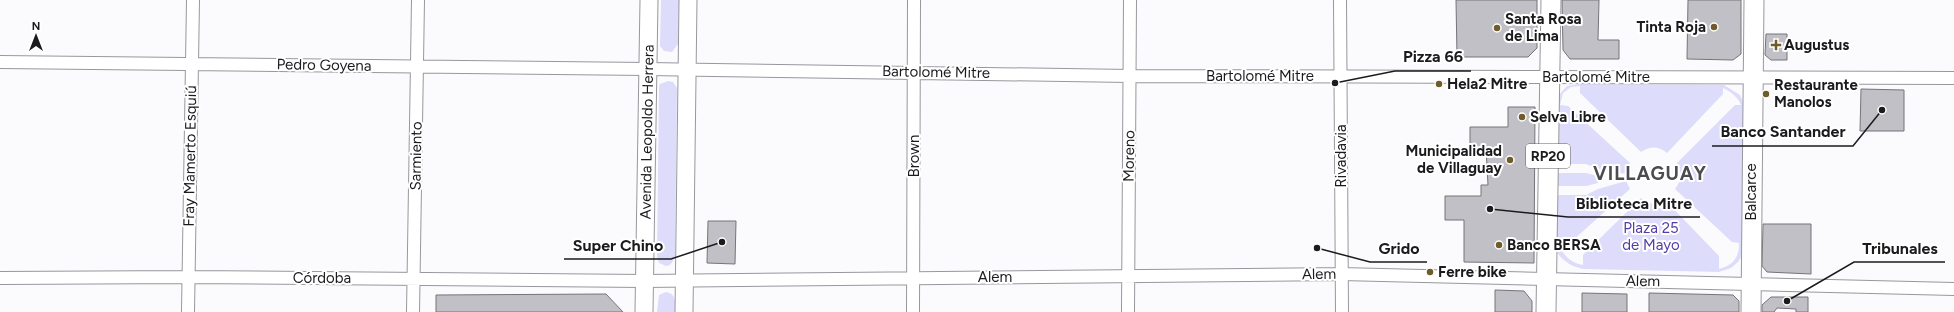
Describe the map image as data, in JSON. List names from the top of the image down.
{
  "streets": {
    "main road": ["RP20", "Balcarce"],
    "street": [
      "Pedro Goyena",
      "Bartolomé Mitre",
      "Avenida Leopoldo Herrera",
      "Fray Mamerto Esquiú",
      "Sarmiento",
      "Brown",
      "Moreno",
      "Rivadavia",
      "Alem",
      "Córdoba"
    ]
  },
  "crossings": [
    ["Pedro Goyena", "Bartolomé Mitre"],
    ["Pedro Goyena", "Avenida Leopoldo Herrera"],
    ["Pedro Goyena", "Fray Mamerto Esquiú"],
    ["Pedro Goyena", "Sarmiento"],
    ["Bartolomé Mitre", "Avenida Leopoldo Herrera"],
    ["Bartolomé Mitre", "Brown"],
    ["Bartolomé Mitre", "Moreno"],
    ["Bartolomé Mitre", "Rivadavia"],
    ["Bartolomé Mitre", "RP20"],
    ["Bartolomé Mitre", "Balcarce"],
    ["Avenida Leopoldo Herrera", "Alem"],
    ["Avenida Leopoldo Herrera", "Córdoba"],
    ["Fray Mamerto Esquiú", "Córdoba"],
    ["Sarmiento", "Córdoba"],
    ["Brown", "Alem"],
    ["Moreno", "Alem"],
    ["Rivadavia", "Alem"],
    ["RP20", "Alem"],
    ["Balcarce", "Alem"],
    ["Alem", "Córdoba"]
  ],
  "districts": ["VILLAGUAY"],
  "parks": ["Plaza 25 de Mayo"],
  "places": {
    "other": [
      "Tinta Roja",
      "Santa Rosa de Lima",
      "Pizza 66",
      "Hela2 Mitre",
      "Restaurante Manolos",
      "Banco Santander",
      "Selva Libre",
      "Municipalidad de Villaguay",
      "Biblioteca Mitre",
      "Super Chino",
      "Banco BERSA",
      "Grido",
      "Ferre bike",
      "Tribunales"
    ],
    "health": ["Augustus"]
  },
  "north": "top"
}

• _Problem description_
Show each line of the material holding "Córdoba".

• _Answer below_
      "Córdoba"
    ["Avenida Leopoldo Herrera", "Córdoba"],
    ["Fray Mamerto Esquiú", "Córdoba"],
    ["Sarmiento", "Córdoba"],
    ["Alem", "Córdoba"]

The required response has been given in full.